= If I Give My Heart to You =

1954 popular song

"If I Give My Heart to You" is a popular song written by Jimmy Brewster (Milt Gabler), Jimmie Crane, and Al Jacobs.
The most popular versions of the song were recorded by Doris Day and by Denise Lor; both charted in 1954.

== Main versions ==

The recording by Doris Day was first released by Columbia Records in 1954 as a single (catalog number 40300). It first reached the Billboard magazine charts on September 11, 1954. On the Disk Jockey chart, it peaked at No. 4; on the Best Seller chart, at No. 4; on the Juke Box chart, at No. 3. It was later included on the 1958 compilation album Doris Day's Greatest Hits.
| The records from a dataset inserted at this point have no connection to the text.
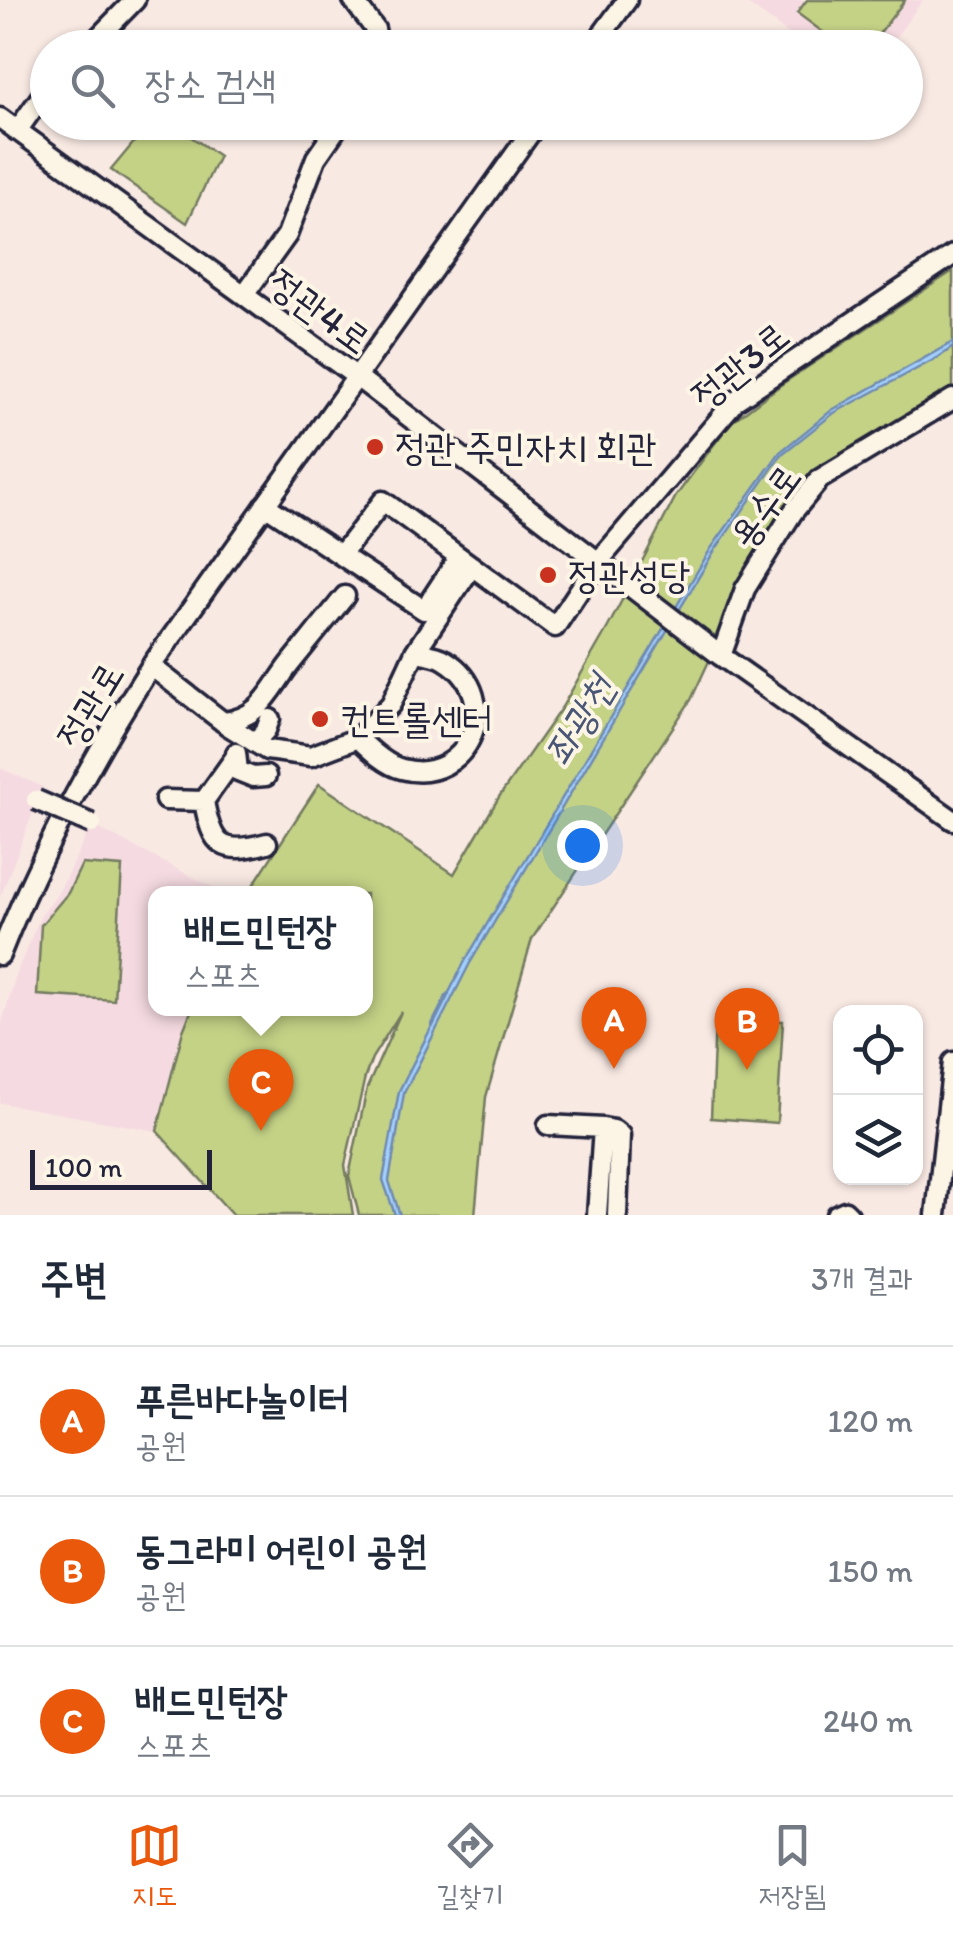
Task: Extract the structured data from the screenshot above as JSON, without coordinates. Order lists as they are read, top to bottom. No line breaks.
{"streets":{"street":["정관4로","정관3로","용수로","정관로"]},"crossings":[["정관4로","정관3로"],["정관4로","용수로"],["정관4로","정관로"]],"water":["좌광천"],"places":["정관 주민자치 회관","정관성당","컨트롤센터"],"scale_bar":"100 m","page":{"search":"장소 검색","popup":["배드민턴장","스포츠"],"pins":["A","B","C"],"scale":"100 m","heading":["주변","3개 결과"],"list":[{"mark":"A","name":"푸른바다놀이터","note":"공원","value":"120 m"},{"mark":"B","name":"동그라미 어린이 공원","note":"공원","value":"150 m"},{"mark":"C","name":"배드민턴장","note":"스포츠","value":"240 m"}],"nav":["지도","길찾기","저장됨"]}}
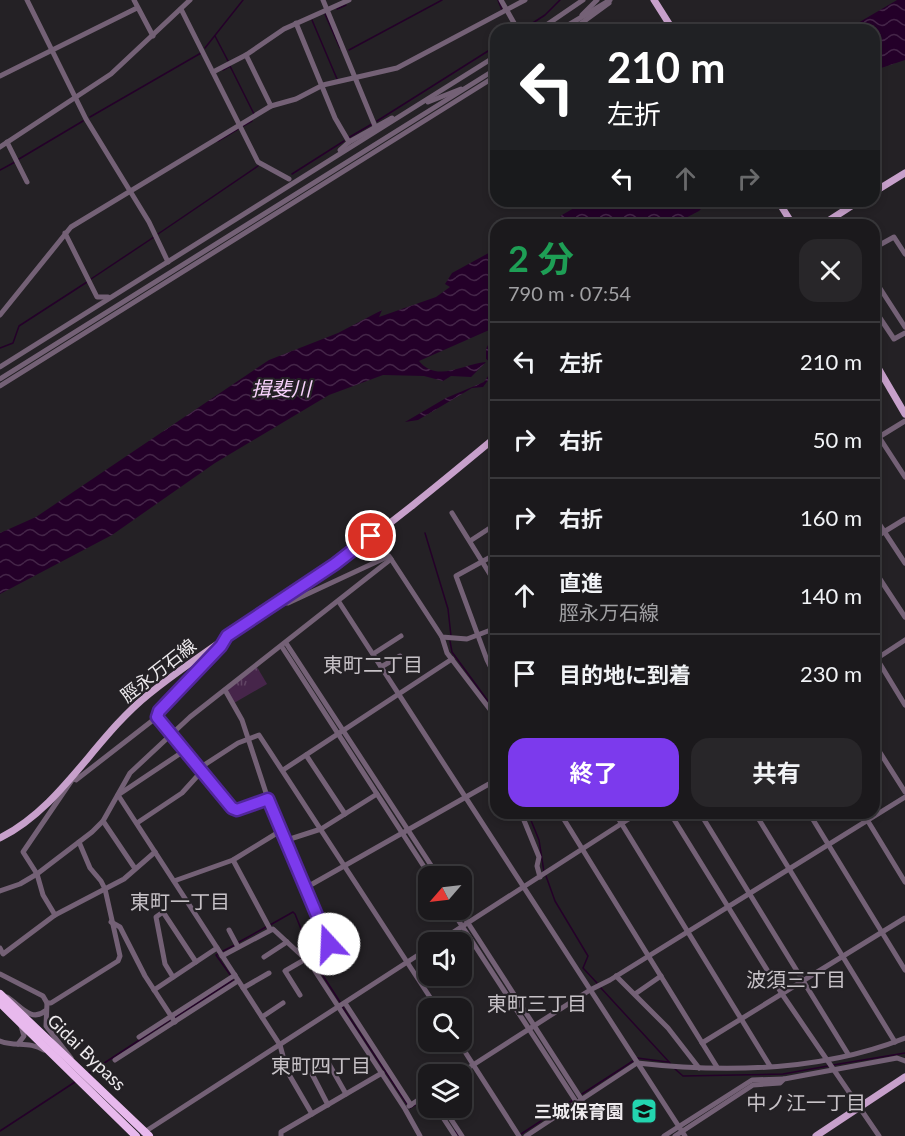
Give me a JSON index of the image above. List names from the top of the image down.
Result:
{
  "streets": {
    "highway": ["Gidai Bypass"],
    "main road": ["脛永万石線"]
  },
  "districts": [
    "東町二丁目",
    "東町一丁目",
    "波須三丁目",
    "東町三丁目",
    "東町四丁目",
    "中ノ江一丁目"
  ],
  "water": ["揖斐川"],
  "places": {
    "school or university": ["三城保育園"]
  },
  "north": "bottom left",
  "page": {
    "turn": ["210 m", "左折"],
    "heading": ["2 分", "790 m · 07:54"],
    "list": [
      {
        "name": "左折",
        "value": "210 m"
      },
      {
        "name": "右折",
        "value": "50 m"
      },
      {
        "name": "右折",
        "value": "160 m"
      },
      {
        "name": "直進",
        "note": "脛永万石線",
        "value": "140 m"
      },
      {
        "name": "目的地に到着",
        "value": "230 m"
      }
    ],
    "buttons": ["終了", "共有"]
  }
}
The recording by Denise Lor was released by Majar Records as catalog number 27. It first reached the Billboard magazine Best Seller chart on August 25, 1954 and lasted 14 weeks on the chart, peaking at No. 13.

==Other versions==
- Al Martino - a single release for Capitol Records (1973).
- Anne Shelton recorded a version for the UK market (1954).
- Bing Crosby recorded the song in 1954 for use on his radio show and it was subsequently included in the box set The Bing Crosby CBS Radio Recordings (1954-56) issued by Mosaic Records (catalog MD7-245) in 2009.
- Connee Boswell - a single release for Decca Records (1954).
- Dinah Shore recorded the song for RCA Victor. Her version was listed as a co-best-seller in Cashbox magazine.
- Duke Ellington and His Famous Orchestra - a single release for Capitol Records (1954).
- Ella Fitzgerald recorded this song in 1968 as part of a medley on her Columbia album, "30 by Ella".
- Joan Regan's recording became the highest charting version in the UK, reaching the No.3 position in 1954.
- Kitty Kallen also charted briefly in 1959 reaching the No. 34 spot.
- Margo Smith went to #10 on the Country charts with the song in 1979.
- Nat King Cole - also recorded a cover of this song for his 1954 EP Nat King Cole Sings: this EP peaked at #5 in the US.
- Solomon Burke included a version on his album Like a Fire (2008).
- Wright Brothers - this charted briefly at the #25 spot in 1954.
- Cliff Richard recorded the song for Columbia Records UK 1965 EP "Look In My Eyes Maria" SEG 8405
- Lea Salonga recorded the song for her second studio album, Lea (1988).

==Film appearances==
- 1986 Crocodile Dundee, when the title character, played by Paul Hogan, sang the parody lyrics "if i give my heart to you, i'll have none and you'll have two".
- 1989 Gross Anatomy - the Doris Day version was used.